The first issue to be noted with this book is its premise. Figes argues in the introduction that the entire Soviet period must be understood as a whole in order to understand the revolution fully. A laudable goal, and indeed the criticisms of periodization he lays out in the introduction are valid ones (where should a history of the revolution end? ’21? ’24? ’27? ’36? ’53?), his commitment to this premise doesn’t seem to extend past the introduction itself. Stalin’s death occurs at the end of Chapter 16; the breakup of the Soviet Union is covered in chapter 19. 38 years of history are covered in just 44 pages; the preceding 62 years had 244. One might almost wonder whether, if the post-Stalin decades warrant so little space in the book, were they really seem so vital to an understanding of the revolution?

Indeed, it seems as if what Figes really wanted to do was not study Khrushchëv, Brezhnev, Andropov, and Chernenko, or even Gorbachëv, but simply to tack on the final chapter, a rather moralistic and handwringing look at the legacy of the USSR, mostly in terms of what Figes thinks should have happened but didn’t (e.g., human rights trials, a “truth and reconciliation commission”), and the “disturbing” observation that most Russians don’t think negatively of Communism.

This is, however, quite in fitting with the rest of the book. Figes’ ideological bias is clear throughout, holding the USSR to outrageous double standards. For example, he complains that the USSR hadn’t joined the League of Nations, preferring to act alone; a few pages later, he complains that it joins the League of Nations, in the face of the threat of fascism. He notes that the Western powers were unwilling to ally themselves with the USSR against Germany during the ’30s (indeed, for all intents and purposes Britain and the USA found themselves on the same side as Germany in the Spanish Civil War); he further notes that the USSR was not in a position to fight Germany alone. Yet, then, he goes on to criticize Stalin for signing a nonaggression treaty with Germany, laying the blame for World War 2 not on Hitler, or on the Western democracies intent on appeasing Hitler, but (explicitly) on Stalin.

Fundamentally, he (like Michael Burleigh) is incapable of seeing even a possibility of good faith from anyone on the left. Socialists are, prima facie, only after power, for its own sake, and any claims to act in anyone’s interests but their own are necessarily lies; anybody who supported them was just too gullible to see the truth. Indeed, Burleigh, for all his flaws, is perhaps more generous in recognizing the successes of socialist groups in improving conditions for ordinary people, while still assuming bad-faith reasons for doing so. Figes seems outright unaware, or willfully ignorant, of any improvement in living standards between 1917 and 1991.
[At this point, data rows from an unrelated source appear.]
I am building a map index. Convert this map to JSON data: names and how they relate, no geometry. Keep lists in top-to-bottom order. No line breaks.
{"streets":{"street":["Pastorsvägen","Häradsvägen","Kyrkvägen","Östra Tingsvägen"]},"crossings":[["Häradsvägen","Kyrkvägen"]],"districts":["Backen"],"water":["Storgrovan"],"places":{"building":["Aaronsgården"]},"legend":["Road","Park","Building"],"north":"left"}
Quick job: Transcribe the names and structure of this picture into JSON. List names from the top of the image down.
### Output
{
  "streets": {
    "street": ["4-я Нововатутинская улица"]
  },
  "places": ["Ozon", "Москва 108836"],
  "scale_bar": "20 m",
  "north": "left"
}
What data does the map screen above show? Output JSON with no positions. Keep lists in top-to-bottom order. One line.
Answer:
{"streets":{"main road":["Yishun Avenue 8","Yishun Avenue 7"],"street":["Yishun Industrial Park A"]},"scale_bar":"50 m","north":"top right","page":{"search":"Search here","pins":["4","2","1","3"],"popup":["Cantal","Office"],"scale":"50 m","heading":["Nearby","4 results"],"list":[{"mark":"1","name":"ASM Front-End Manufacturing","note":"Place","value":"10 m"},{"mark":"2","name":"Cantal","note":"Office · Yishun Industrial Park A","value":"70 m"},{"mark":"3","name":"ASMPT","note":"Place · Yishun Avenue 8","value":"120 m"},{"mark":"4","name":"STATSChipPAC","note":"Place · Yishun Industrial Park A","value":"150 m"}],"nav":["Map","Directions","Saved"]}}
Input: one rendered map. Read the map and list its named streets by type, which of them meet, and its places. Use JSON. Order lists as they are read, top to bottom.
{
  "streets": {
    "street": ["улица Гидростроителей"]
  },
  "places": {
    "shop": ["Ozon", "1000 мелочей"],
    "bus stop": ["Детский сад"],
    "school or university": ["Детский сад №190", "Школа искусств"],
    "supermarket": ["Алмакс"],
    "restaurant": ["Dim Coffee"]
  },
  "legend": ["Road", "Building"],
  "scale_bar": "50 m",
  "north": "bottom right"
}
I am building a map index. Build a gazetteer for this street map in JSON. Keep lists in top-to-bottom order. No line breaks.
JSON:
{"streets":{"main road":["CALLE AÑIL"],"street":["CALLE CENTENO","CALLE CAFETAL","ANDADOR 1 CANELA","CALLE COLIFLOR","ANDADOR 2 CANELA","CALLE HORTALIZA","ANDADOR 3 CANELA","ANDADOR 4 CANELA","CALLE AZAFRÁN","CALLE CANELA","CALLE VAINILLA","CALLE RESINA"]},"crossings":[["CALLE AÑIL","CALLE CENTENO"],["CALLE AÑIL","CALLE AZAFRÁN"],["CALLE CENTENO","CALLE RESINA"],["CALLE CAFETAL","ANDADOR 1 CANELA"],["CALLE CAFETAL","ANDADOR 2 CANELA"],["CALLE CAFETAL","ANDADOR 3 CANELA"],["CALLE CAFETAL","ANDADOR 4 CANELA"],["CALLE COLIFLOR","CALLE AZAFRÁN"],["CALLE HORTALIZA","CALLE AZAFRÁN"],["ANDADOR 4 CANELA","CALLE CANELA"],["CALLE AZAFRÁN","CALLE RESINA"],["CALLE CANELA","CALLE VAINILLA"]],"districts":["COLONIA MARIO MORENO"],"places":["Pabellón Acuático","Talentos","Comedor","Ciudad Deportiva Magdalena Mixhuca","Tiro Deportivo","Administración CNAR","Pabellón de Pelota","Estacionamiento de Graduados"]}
He also has a habit of using statistics without context, particularly in relation to the gulags and “great terror”; large numbers sound impressive but without setting them in proper relation they’re mere sensationalism. For example, he quotes the gulag population in the 1930s as being around a million, without noting that, as a percentage of the total population, this is significantly lower than the liberal, democratic, “land of the free” United States even in the 2010s.

Read Robert Service instead, in particular for a more detailed examination of the USSR after Stalin; though not without his flaws, Service still manages a more balanced view. Better yet, for books focussing more specifically on the Revolution (without the self-serving insistence that it continued until 1991) read Sheila Fitzpatrick or E. H. Carr.